Records provided Start Marker

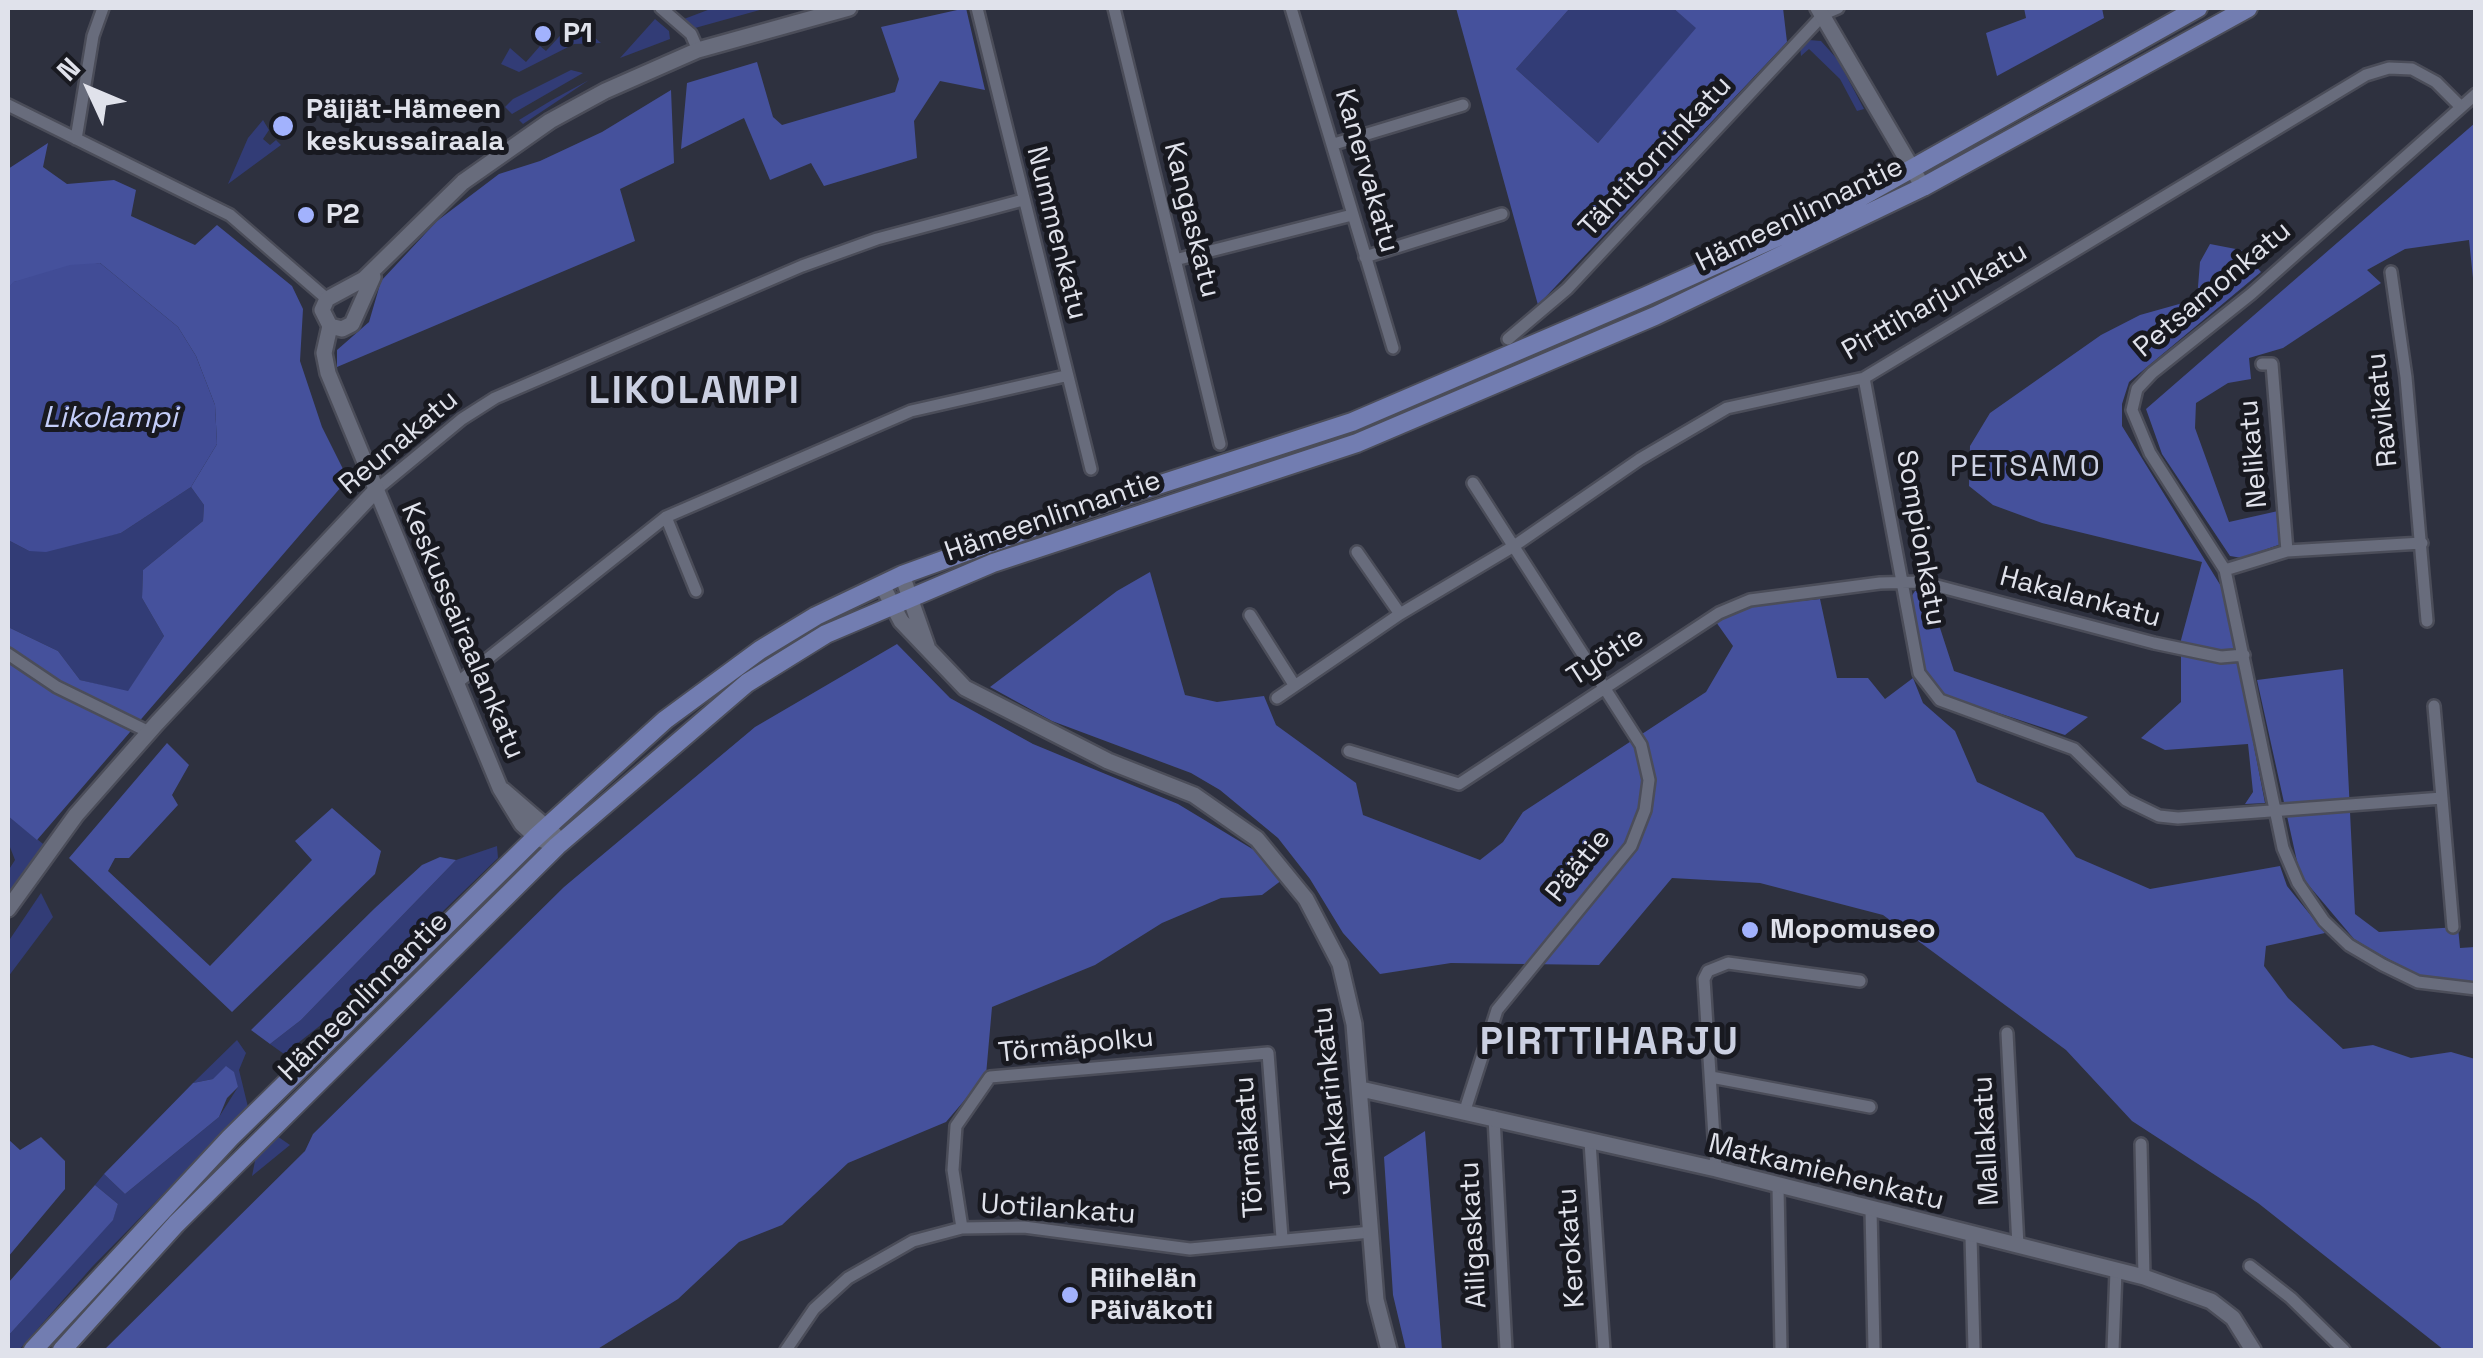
<!DOCTYPE html>
<html>
<head>
<meta charset="utf-8">
<style>
  body { margin:0 }
  #map { position:relative; width:2483px; height:1358px; overflow:hidden; background:#2e313f; font-family:"Space Grotesk",sans-serif }
  canvas { display:block }
  .frame { position:absolute; inset:0; border:10px solid #e0e2eb; pointer-events:none }
  .north { position:absolute; left:40px; top:40px; width:100px; height:100px; -webkit-text-stroke:8px #181920; paint-order:stroke; rotate:314deg; font-size:28px; font-weight:700; line-height:40px; text-align:center; color:#e0e2eb }
  .north::after { content:''; display:block; margin:auto; width:35px; height:45px; background:#e0e2eb; clip-path:polygon(50% 0,100% 100%,50% 72%,0 100%) }
</style>
</head>
<body>
<div id="map">
<canvas width="2483" height="1358"></canvas>
<div class="frame"></div>
<div class="north">N</div>
</div>
<script>
const ctx = document.querySelector('canvas').getContext('2d');
ctx.lineJoin = 'round';
function paint(path, color) { ctx.fillStyle = color; ctx.fill(path, 'evenodd'); }
const shape = rows => new Path2D(rows.map(r => 'M' + r).join(''));
function stroke(path, color, width, dash) { ctx.strokeStyle = color; ctx.lineWidth = width; ctx.lineCap = dash ? 'butt' : 'round'; ctx.setLineDash(dash || []); ctx.stroke(path); }
function write(font, color, halo, rows, align = 'center') {
  ctx.font = font + ' "Space Grotesk",sans-serif'; ctx.lineWidth = 10; ctx.setLineDash([]); ctx.textBaseline = 'middle'; ctx.strokeStyle = halo; ctx.fillStyle = color; for (const [text, x, y, turn = 0] of rows) {
    ctx.save(); ctx.translate(x, y); ctx.rotate((+turn || 0) * Math.PI / 180); ctx.textAlign = isNaN(turn) ? turn : align; if (halo) ctx.strokeText(text, 0, 0); ctx.fillText(text, 0, 0); ctx.restore();
  }
}
const green = shape([
  [713,8,767,8,695,28,684,19],
  [1570,8,1673,8,1697,28,1598,143,1516,69],
  [655,19,669,31,670,39,620,58],
  [569,26,579,34,585,29,601,43,574,44,519,72,501,64,510,48,526,62,540,46,546,51],
  [1809,40,1821,41,1838,60,1864,109,1857,111,1840,79,1809,49,1801,56,1800,46],
  [571,70,583,73,512,114,505,107,513,99],
  [589,80,523,124,519,120,552,100],
  [263,120,269,130,263,139,270,145,276,140,281,145,228,184,248,138],
  [191,487,204,505,203,521,143,570,142,598,164,636,128,692,80,680,58,651,8,627,8,540,29,551,121,533],
  [8,816,47,847,8,901,8,871,15,860,8,842],
  [497,846,498,858,345,1006,284,1054,270,1044,301,1020,456,860],
  [41,893,53,917,8,977,8,942],
  [237,1040,246,1053,239,1070,248,1107,92,1267,19,1350,8,1350,8,1336,113,1219,118,1204,95,1185,104,1174,125,1194,219,1117,238,1087,213,1079,193,1083],
  [277,1136,290,1145,252,1176,256,1156]
]);
const forest = shape([
  [966,8,985,90,940,81,914,121,917,158,824,186,811,163,770,180,744,118,681,149,687,83,757,62,773,117,782,125,895,92,899,79,881,27],
  [1456,8,1570,8,1516,69,1598,143,1696,28,1673,8,1783,8,1787,42,1538,305],
  [2024,8,2102,8,2104,18,1997,76,1986,33,2026,18],
  [671,90,674,163,620,189,635,241,337,367,337,350,369,322,381,281,437,221,499,174,540,161,602,132],
  [2475,123,2475,297,2469,240,2405,249,2367,270,2381,283,2283,348,2249,358,2251,379,2228,383,2196,403,2195,428,2229,522,2278,511,2281,544,2242,558,2230,556,2162,454,2146,409],
  [48,143,43,167,67,184,114,180,136,190,131,216,195,245,217,225,292,286,303,309,300,361,322,427,348,479,37,840,8,816,8,627,58,651,80,680,128,691,164,636,142,598,143,570,203,521,204,505,191,487,217,444,215,405,196,356,178,327,100,263,14,282,8,289,8,169],
  [2210,244,2241,250,2261,272,2129,382,2122,404,2122,426,2224,591,2265,803,2245,804,2253,792,2248,744,2165,750,2141,738,2181,702,2181,640,2202,562,2042,523,1993,505,1969,486,1970,446,1990,413,2101,335,2140,315,2197,299,2200,262],
  [1150,572,1185,695,1217,702,1264,696,1276,725,1356,783,1363,815,1480,860,1503,842,1523,812,1706,692,1733,646,1716,622,1751,606,1820,599,1837,678,1868,678,1885,699,1913,678,1923,703,1955,731,1977,782,2043,813,2076,857,2150,889,2280,866,2287,886,2325,933,2266,946,2264,966,2288,998,2343,1049,2373,1045,2411,1058,2451,1052,2475,1059,2475,1350,2444,1350,2258,1203,2132,1121,2066,1050,1883,915,1760,883,1672,878,1599,965,1451,963,1380,974,1343,933,1310,879,1278,838,1220,790,1191,773,1052,721,990,687,1117,591],
  [1915,591,1928,591,1954,671,2088,717,2065,735,1944,695,1924,669,1911,597],
  [897,644,950,698,1033,744,1178,804,1259,853,1282,880,1262,895,1221,898,1162,923,1095,965,992,1007,986,1075,946,1122,848,1163,782,1225,739,1242,678,1299,596,1350,104,1350,305,1151,313,1134,564,887,755,727],
  [2343,669,2355,914,2379,932,2458,927,2460,948,2475,947,2475,984,2421,977,2370,949,2354,939,2300,875,2257,680],
  [167,743,189,765,172,795,178,805,129,858,115,858,108,871,210,966,312,860,295,841,332,808,381,851,375,874,232,1012,69,858],
  [440,857,456,860,301,1020,270,1044,251,1030,375,908,422,865],
  [226,1066,234,1072,238,1087,227,1098,219,1117,125,1194,104,1174,193,1083,213,1079],
  [1425,1131,1442,1350,1406,1350,1393,1295,1384,1157],
  [41,1137,65,1161,65,1189,8,1257,8,1139,20,1150],
  [95,1185,118,1204,113,1220,8,1336,8,1283]
]);
const water = shape([
  [100,263,178,327,196,356,215,405,217,444,191,487,121,533,46,552,29,551,8,540,8,289,13,282,70,265]
]);
const minor = shape([
  [661,8,691,34,698,50],
  [977,8,1091,469],
  [1114,8,1220,444],
  [1291,8,1393,348],
  [2476,94,2251,294,2152,373,2137,389,2132,410,2150,453,2225,570,2283,848,2298,883,2324,921,2349,945,2383,965,2418,982,2476,989],
  [8,105,230,215,327,299],
  [76,139,93,36,103,8],
  [1334,144,1463,105],
  [1365,257,1502,214],
  [1175,260,1352,215],
  [2391,272,2406,377,2427,621],
  [1508,339,1567,289,1824,14,1838,8],
  [2262,364,2272,364,2287,551],
  [1864,378,1919,673,1940,700,2074,749,2126,800,2159,816,2178,818,2442,798,2434,706],
  [376,490,462,419,495,398,802,266,877,239,1023,200],
  [666,517,696,591],
  [1357,552,1400,614],
  [2225,570,2287,551,2422,543],
  [1250,615,1293,683],
  [8,654,57,687,149,732],
  [457,683,666,517,911,411,1065,376],
  [1277,698,1400,614,1514,546,1640,459,1727,408,1864,378,2366,75,2389,68,2412,69,2436,82,2460,106],
  [1349,751,1459,784,1719,613,1750,600,1880,583,1922,582,2154,643,2221,657,2244,655],
  [2442,798,2453,927],
  [2007,1033,2018,1246],
  [1711,1077,1870,1107],
  [1465,1110,1497,1010,1631,846,1645,810,1649,780,1641,745,1473,483],
  [1494,1117,1506,1350],
  [1590,1142,1604,1350],
  [2141,1144,2144,1277],
  [1716,1169,1704,979,1708,971,1728,963,1860,981],
  [1778,1186,1781,1350],
  [1871,1209,1874,1350],
  [962,1228,953,1170,956,1126,990,1077,1268,1053,1282,1238],
  [1971,1236,1974,1350],
  [2250,1266,2291,1298,2344,1350],
  [786,1350,814,1309,848,1278,913,1241,962,1228,1024,1227,1190,1249,1371,1232],
  [2113,1350,2116,1271]
]);
const tertiary = shape([
  [1818,8,1923,187],
  [330,326,322,310,327,299,364,279,463,182,550,121,605,91,698,50,849,8],
  [330,326,324,353,328,373,500,788,522,824,536,837,557,846],
  [330,326,342,329,352,324,373,277],
  [902,575,927,646],
  [882,585,901,621,965,688,1108,761,1194,795,1257,839,1306,899,1340,964,1354,1024,1376,1300,1389,1350],
  [503,790,554,834],
  [8,909,76,815,157,723,376,490],
  [1361,1089,1716,1169,2144,1277,2211,1301,2233,1318,2253,1350]
]);
const primary = shape([
  [33,1350,230,1138,536,837,665,720,760,650,816,616,902,575,1087,508,1352,422,1646,296,1838,210,2198,8],
  [62,1350,176,1224,557,846,747,683,826,634,993,563,1357,443,1655,316,1923,187,2248,8]
]);
const markers = [
  [543,34,10,"#a2b2fd"],
  [283,126,12,"#a2b2fd"],
  [306,215,10,"#a2b2fd"],
  [1750,930,10,"#a2b2fd"],
  [1070,1295,10,"#a2b2fd"]
];
const poiNames = [
  ["P1",563,34],
  ["Päijät-Hämeen",306,110],
  ["keskussairaala",306,142],
  ["P2",326,215],
  ["Mopomuseo",1770,930],
  ["Riihelän",1090,1279],
  ["Päiväkoti",1090,1311]
];
const streetNames = [
  ["Tähtitorninkatu",1656,157,-47],
  ["Kanervakatu",1366,171,74],
  ["Hämeenlinnantie",1800,215,-26],
  ["Kangaskatu",1191,220,76],
  ["Nummenkatu",1056,233,76],
  ["Petsamonkatu",2213,290,-40],
  ["Pirttiharjunkatu",1935,302,-30],
  ["Ravikatu",2383,410,-96],
  ["Reunakatu",399,443,-40],
  ["Nelikatu",2254,454,-95],
  ["Hämeenlinnantie",1053,517,-19],
  ["Sompionkatu",1920,538,80],
  ["Hakalankatu",2080,598,15],
  ["Keskussairaalankatu",462,631,67],
  ["Työtie",1606,657,-33],
  ["Päätie",1579,866,-51],
  ["Hämeenlinnantie",364,997,-45],
  ["Törmäpolku",1076,1046,-6],
  ["Jankkarinkatu",1333,1101,-96],
  ["Mallakatu",1987,1141,-93],
  ["Törmäkatu",1250,1147,-94],
  ["Matkamiehenkatu",1826,1173,14],
  ["Uotilankatu",1058,1210,4],
  ["Ailigaskatu",1474,1235,-93],
  ["Kerokatu",1572,1248,-94]
];
const waterNames = [
  ["Likolampi",110,419]
];
const neighbourhoodNames = [
  ["PETSAMO",2026,468]
];
const districtNames = [
  ["LIKOLAMPI",695,393],
  ["PIRTTIHARJU",1610,1044]
];
paint(green, '#323c76');
paint(forest, '#45519c');
paint(water, '#414c96');
stroke(minor, '#4b4d59', 16);
stroke(tertiary, '#4b4d59', 20);
stroke(primary, '#4b4d59', 22);
stroke(minor, '#686c7c', 11);
stroke(tertiary, '#686c7c', 15);
stroke(primary, '#727db1', 18);
for (const [x, y, r, color] of markers) { const dot = new Path2D(); dot.arc(x, y, r, 0, 2 * Math.PI); ctx.fillStyle = color; ctx.fill(dot); stroke(dot, '#181920', 4); }
write('bold 28px', '#e0e2eb', '#181920', poiNames, 'left');
write('28px', '#e0e2eb', '#181920', streetNames);
write('italic 30px', '#c4cef9', '#181920', waterNames);
ctx.letterSpacing = '2.5px';
write('30px', '#cbd0e2', '#181920', neighbourhoodNames);
ctx.letterSpacing = '0px';
ctx.letterSpacing = '2.5px';
write('bold 38px', '#cbd0e2', '#181920', districtNames);
ctx.letterSpacing = '0px';
</script>
</body>
</html>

Records provided End Marker

Problem statement
Within the records, filter for lines that contain the word "fillStyle" and show each one.

Result below
function paint(path, color) { ctx.fillStyle = color; ctx.fill(path, 'evenodd'); }
  ctx.font = font + ' "Space Grotesk",sans-serif'; ctx.lineWidth = 10; ctx.setLineDash([]); ctx.textBaseline = 'middle'; ctx.strokeStyle = halo; ctx.fillStyle = color; for (const [text, x, y, turn = 0] of rows) {
for (const [x, y, r, color] of markers) { const dot = new Path2D(); dot.arc(x, y, r, 0, 2 * Math.PI); ctx.fillStyle = color; ctx.fill(dot); stroke(dot, '#181920', 4); }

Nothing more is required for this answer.